Records drawn from a dataset:

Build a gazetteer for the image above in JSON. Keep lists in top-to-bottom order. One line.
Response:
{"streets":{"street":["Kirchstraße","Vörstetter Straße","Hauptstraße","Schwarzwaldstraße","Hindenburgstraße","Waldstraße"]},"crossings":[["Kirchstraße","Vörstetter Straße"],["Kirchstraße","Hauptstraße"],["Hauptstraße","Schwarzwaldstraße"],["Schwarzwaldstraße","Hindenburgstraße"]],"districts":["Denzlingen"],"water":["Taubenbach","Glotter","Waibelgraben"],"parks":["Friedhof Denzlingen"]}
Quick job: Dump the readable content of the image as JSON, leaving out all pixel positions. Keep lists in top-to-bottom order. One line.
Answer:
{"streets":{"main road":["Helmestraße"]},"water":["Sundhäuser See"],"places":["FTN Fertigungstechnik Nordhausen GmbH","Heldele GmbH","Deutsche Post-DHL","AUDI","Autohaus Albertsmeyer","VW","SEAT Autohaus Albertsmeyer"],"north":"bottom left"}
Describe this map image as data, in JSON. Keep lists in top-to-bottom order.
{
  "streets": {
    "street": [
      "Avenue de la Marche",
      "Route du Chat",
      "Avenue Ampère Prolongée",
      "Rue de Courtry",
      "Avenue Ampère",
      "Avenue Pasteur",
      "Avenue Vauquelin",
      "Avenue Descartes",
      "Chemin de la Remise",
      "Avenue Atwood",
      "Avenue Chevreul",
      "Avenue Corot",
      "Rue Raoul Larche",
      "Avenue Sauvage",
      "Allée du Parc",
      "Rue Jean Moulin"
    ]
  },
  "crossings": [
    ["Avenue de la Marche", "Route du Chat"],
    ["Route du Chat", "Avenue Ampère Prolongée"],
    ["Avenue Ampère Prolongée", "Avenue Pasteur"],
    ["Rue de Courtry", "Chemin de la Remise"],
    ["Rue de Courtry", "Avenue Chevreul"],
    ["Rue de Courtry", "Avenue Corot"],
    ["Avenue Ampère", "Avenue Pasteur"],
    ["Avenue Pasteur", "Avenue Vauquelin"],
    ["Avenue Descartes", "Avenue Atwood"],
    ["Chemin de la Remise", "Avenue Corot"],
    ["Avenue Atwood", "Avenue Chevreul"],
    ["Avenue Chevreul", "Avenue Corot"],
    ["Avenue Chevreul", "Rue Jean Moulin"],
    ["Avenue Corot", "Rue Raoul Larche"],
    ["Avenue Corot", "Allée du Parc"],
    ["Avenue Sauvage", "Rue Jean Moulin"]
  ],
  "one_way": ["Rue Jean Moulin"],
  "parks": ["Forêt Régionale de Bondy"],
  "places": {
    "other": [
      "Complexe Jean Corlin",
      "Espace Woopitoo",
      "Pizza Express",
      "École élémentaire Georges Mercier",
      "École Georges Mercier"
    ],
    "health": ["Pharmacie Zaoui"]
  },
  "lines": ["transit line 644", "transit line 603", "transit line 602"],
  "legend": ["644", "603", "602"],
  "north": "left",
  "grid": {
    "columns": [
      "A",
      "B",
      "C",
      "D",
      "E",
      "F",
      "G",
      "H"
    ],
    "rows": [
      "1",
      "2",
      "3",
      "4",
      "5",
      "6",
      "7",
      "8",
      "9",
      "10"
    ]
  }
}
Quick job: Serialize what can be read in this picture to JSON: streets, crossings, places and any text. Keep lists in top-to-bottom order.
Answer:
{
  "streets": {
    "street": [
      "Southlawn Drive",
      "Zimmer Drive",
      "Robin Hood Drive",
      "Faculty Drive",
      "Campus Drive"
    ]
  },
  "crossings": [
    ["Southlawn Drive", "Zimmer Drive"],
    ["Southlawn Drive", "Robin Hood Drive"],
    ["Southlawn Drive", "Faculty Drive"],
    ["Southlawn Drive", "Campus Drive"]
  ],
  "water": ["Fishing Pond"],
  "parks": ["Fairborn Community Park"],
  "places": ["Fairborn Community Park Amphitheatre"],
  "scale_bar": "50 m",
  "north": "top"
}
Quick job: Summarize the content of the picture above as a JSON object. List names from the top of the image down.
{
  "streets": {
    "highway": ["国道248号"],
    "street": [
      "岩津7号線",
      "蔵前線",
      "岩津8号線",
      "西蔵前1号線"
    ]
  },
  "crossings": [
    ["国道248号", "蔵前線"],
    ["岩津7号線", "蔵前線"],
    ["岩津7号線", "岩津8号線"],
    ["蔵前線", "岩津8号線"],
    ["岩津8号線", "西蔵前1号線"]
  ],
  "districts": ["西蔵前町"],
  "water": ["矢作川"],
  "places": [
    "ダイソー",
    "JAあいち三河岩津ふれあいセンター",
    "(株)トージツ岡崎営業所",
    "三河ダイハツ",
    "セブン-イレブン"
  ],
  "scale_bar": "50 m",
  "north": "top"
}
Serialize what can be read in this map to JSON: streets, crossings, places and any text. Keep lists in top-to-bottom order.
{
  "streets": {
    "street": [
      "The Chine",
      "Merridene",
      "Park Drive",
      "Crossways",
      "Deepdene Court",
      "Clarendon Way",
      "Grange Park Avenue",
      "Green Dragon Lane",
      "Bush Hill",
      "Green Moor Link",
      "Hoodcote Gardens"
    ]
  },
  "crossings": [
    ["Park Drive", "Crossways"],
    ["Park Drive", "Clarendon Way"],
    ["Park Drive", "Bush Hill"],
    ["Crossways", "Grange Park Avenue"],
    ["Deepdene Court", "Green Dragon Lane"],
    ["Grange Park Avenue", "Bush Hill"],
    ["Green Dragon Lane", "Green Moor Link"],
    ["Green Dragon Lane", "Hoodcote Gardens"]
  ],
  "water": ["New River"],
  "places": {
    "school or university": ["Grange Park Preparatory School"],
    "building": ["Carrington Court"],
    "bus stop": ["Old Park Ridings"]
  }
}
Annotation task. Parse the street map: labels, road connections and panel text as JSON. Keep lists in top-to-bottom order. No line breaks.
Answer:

### PROBLEM DETAILS
Every line of the data above should be output exactly as written.

### REPLY
Build a gazetteer for the image above in JSON. Keep lists in top-to-bottom order. One line.
Response:
{"streets":{"street":["Kirchstraße","Vörstetter Straße","Hauptstraße","Schwarzwaldstraße","Hindenburgstraße","Waldstraße"]},"crossings":[["Kirchstraße","Vörstetter Straße"],["Kirchstraße","Hauptstraße"],["Hauptstraße","Schwarzwaldstraße"],["Schwarzwaldstraße","Hindenburgstraße"]],"districts":["Denzlingen"],"water":["Taubenbach","Glotter","Waibelgraben"],"parks":["Friedhof Denzlingen"]}
Quick job: Dump the readable content of the image as JSON, leaving out all pixel positions. Keep lists in top-to-bottom order. One line.
Answer:
{"streets":{"main road":["Helmestraße"]},"water":["Sundhäuser See"],"places":["FTN Fertigungstechnik Nordhausen GmbH","Heldele GmbH","Deutsche Post-DHL","AUDI","Autohaus Albertsmeyer","VW","SEAT Autohaus Albertsmeyer"],"north":"bottom left"}
Describe this map image as data, in JSON. Keep lists in top-to-bottom order.
{
  "streets": {
    "street": [
      "Avenue de la Marche",
      "Route du Chat",
      "Avenue Ampère Prolongée",
      "Rue de Courtry",
      "Avenue Ampère",
      "Avenue Pasteur",
      "Avenue Vauquelin",
      "Avenue Descartes",
      "Chemin de la Remise",
      "Avenue Atwood",
      "Avenue Chevreul",
      "Avenue Corot",
      "Rue Raoul Larche",
      "Avenue Sauvage",
      "Allée du Parc",
      "Rue Jean Moulin"
    ]
  },
  "crossings": [
    ["Avenue de la Marche", "Route du Chat"],
    ["Route du Chat", "Avenue Ampère Prolongée"],
    ["Avenue Ampère Prolongée", "Avenue Pasteur"],
    ["Rue de Courtry", "Chemin de la Remise"],
    ["Rue de Courtry", "Avenue Chevreul"],
    ["Rue de Courtry", "Avenue Corot"],
    ["Avenue Ampère", "Avenue Pasteur"],
    ["Avenue Pasteur", "Avenue Vauquelin"],
    ["Avenue Descartes", "Avenue Atwood"],
    ["Chemin de la Remise", "Avenue Corot"],
    ["Avenue Atwood", "Avenue Chevreul"],
    ["Avenue Chevreul", "Avenue Corot"],
    ["Avenue Chevreul", "Rue Jean Moulin"],
    ["Avenue Corot", "Rue Raoul Larche"],
    ["Avenue Corot", "Allée du Parc"],
    ["Avenue Sauvage", "Rue Jean Moulin"]
  ],
  "one_way": ["Rue Jean Moulin"],
  "parks": ["Forêt Régionale de Bondy"],
  "places": {
    "other": [
      "Complexe Jean Corlin",
      "Espace Woopitoo",
      "Pizza Express",
      "École élémentaire Georges Mercier",
      "École Georges Mercier"
    ],
    "health": ["Pharmacie Zaoui"]
  },
  "lines": ["transit line 644", "transit line 603", "transit line 602"],
  "legend": ["644", "603", "602"],
  "north": "left",
  "grid": {
    "columns": [
      "A",
      "B",
      "C",
      "D",
      "E",
      "F",
      "G",
      "H"
    ],
    "rows": [
      "1",
      "2",
      "3",
      "4",
      "5",
      "6",
      "7",
      "8",
      "9",
      "10"
    ]
  }
}
Quick job: Serialize what can be read in this picture to JSON: streets, crossings, places and any text. Keep lists in top-to-bottom order.
Answer:
{
  "streets": {
    "street": [
      "Southlawn Drive",
      "Zimmer Drive",
      "Robin Hood Drive",
      "Faculty Drive",
      "Campus Drive"
    ]
  },
  "crossings": [
    ["Southlawn Drive", "Zimmer Drive"],
    ["Southlawn Drive", "Robin Hood Drive"],
    ["Southlawn Drive", "Faculty Drive"],
    ["Southlawn Drive", "Campus Drive"]
  ],
  "water": ["Fishing Pond"],
  "parks": ["Fairborn Community Park"],
  "places": ["Fairborn Community Park Amphitheatre"],
  "scale_bar": "50 m",
  "north": "top"
}
Quick job: Summarize the content of the picture above as a JSON object. List names from the top of the image down.
{
  "streets": {
    "highway": ["国道248号"],
    "street": [
      "岩津7号線",
      "蔵前線",
      "岩津8号線",
      "西蔵前1号線"
    ]
  },
  "crossings": [
    ["国道248号", "蔵前線"],
    ["岩津7号線", "蔵前線"],
    ["岩津7号線", "岩津8号線"],
    ["蔵前線", "岩津8号線"],
    ["岩津8号線", "西蔵前1号線"]
  ],
  "districts": ["西蔵前町"],
  "water": ["矢作川"],
  "places": [
    "ダイソー",
    "JAあいち三河岩津ふれあいセンター",
    "(株)トージツ岡崎営業所",
    "三河ダイハツ",
    "セブン-イレブン"
  ],
  "scale_bar": "50 m",
  "north": "top"
}
Serialize what can be read in this map to JSON: streets, crossings, places and any text. Keep lists in top-to-bottom order.
{
  "streets": {
    "street": [
      "The Chine",
      "Merridene",
      "Park Drive",
      "Crossways",
      "Deepdene Court",
      "Clarendon Way",
      "Grange Park Avenue",
      "Green Dragon Lane",
      "Bush Hill",
      "Green Moor Link",
      "Hoodcote Gardens"
    ]
  },
  "crossings": [
    ["Park Drive", "Crossways"],
    ["Park Drive", "Clarendon Way"],
    ["Park Drive", "Bush Hill"],
    ["Crossways", "Grange Park Avenue"],
    ["Deepdene Court", "Green Dragon Lane"],
    ["Grange Park Avenue", "Bush Hill"],
    ["Green Dragon Lane", "Green Moor Link"],
    ["Green Dragon Lane", "Hoodcote Gardens"]
  ],
  "water": ["New River"],
  "places": {
    "school or university": ["Grange Park Preparatory School"],
    "building": ["Carrington Court"],
    "bus stop": ["Old Park Ridings"]
  }
}
Annotation task. Parse the street map: labels, road connections and panel text as JSON. Keep lists in top-to-bottom order. No line breaks.
Answer:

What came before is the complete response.